What the task requires is an exact printout of the listing below, pictures excluded.

## SUPPLIED DATA
Segment Open

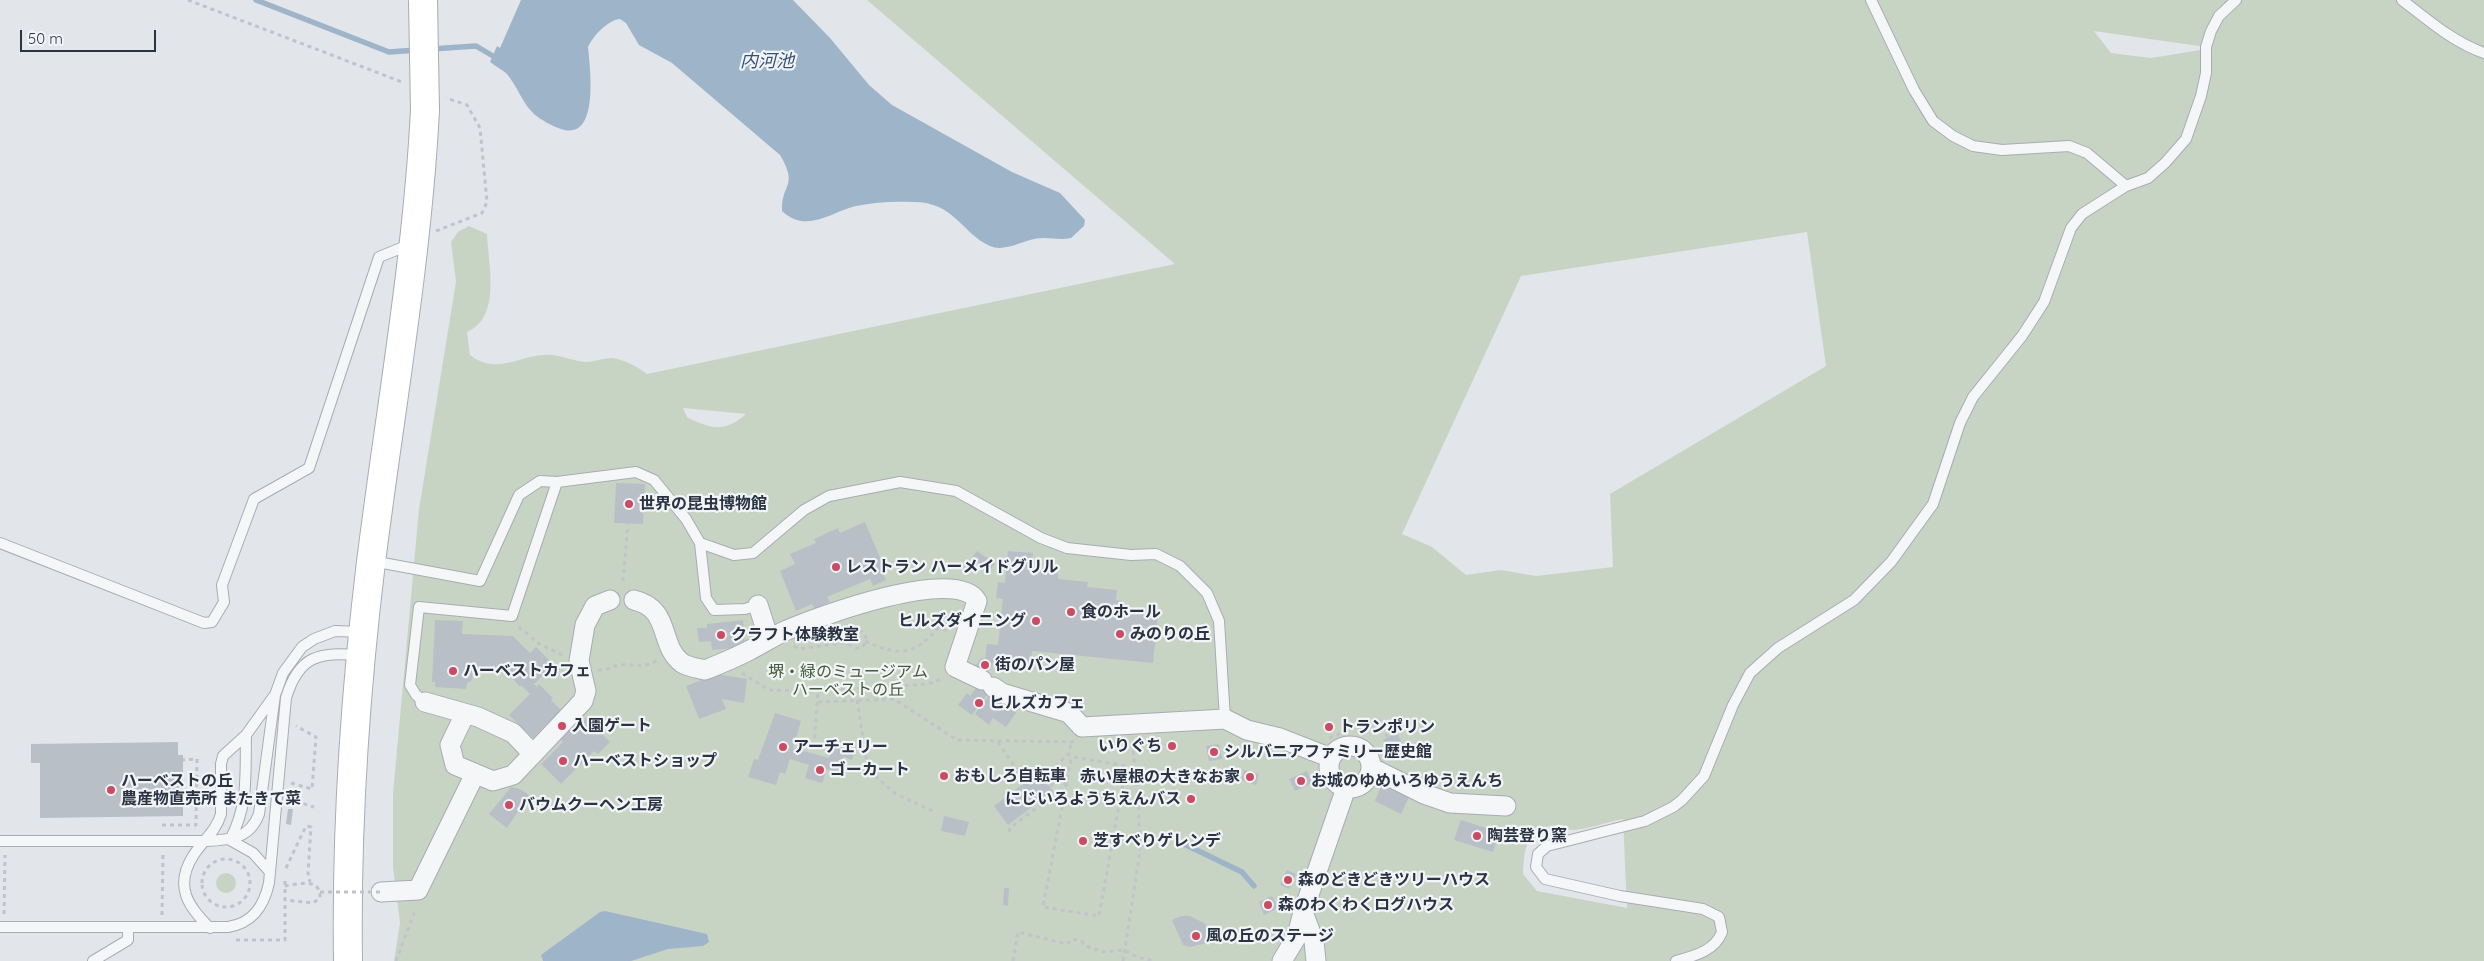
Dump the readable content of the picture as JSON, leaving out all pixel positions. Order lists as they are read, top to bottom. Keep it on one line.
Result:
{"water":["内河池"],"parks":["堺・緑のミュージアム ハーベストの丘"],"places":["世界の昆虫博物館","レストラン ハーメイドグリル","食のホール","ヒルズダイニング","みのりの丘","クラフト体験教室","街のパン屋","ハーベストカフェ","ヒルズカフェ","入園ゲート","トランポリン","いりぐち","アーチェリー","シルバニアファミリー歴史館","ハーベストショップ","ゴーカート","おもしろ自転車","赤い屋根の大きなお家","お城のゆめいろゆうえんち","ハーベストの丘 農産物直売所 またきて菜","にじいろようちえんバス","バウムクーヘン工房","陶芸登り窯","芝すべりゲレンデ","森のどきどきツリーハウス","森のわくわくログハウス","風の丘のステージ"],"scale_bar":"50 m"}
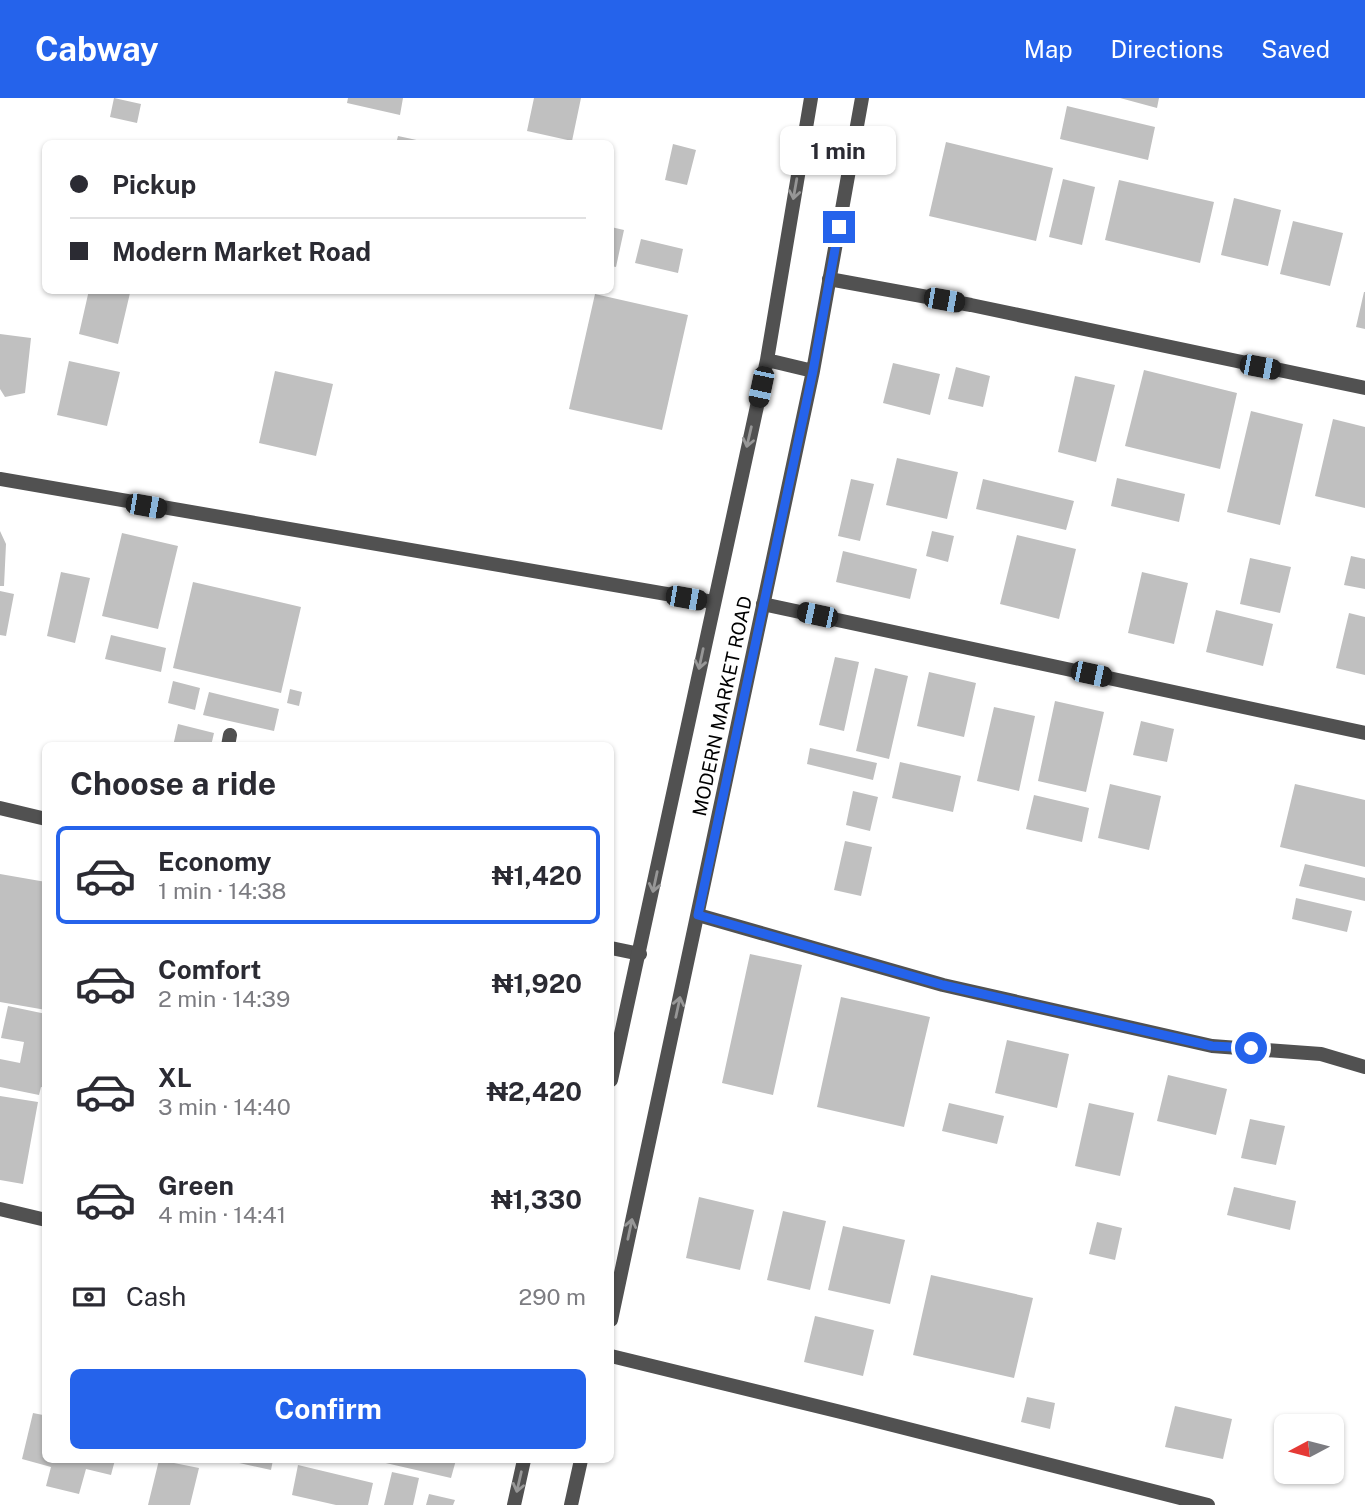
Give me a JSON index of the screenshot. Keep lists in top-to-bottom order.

Segment Closed

## COMPLETED TASK
Dump the readable content of the picture as JSON, leaving out all pixel positions. Order lists as they are read, top to bottom. Keep it on one line.
Result:
{"water":["内河池"],"parks":["堺・緑のミュージアム ハーベストの丘"],"places":["世界の昆虫博物館","レストラン ハーメイドグリル","食のホール","ヒルズダイニング","みのりの丘","クラフト体験教室","街のパン屋","ハーベストカフェ","ヒルズカフェ","入園ゲート","トランポリン","いりぐち","アーチェリー","シルバニアファミリー歴史館","ハーベストショップ","ゴーカート","おもしろ自転車","赤い屋根の大きなお家","お城のゆめいろゆうえんち","ハーベストの丘 農産物直売所 またきて菜","にじいろようちえんバス","バウムクーヘン工房","陶芸登り窯","芝すべりゲレンデ","森のどきどきツリーハウス","森のわくわくログハウス","風の丘のステージ"],"scale_bar":"50 m"}
Give me a JSON index of the screenshot. Keep lists in top-to-bottom order.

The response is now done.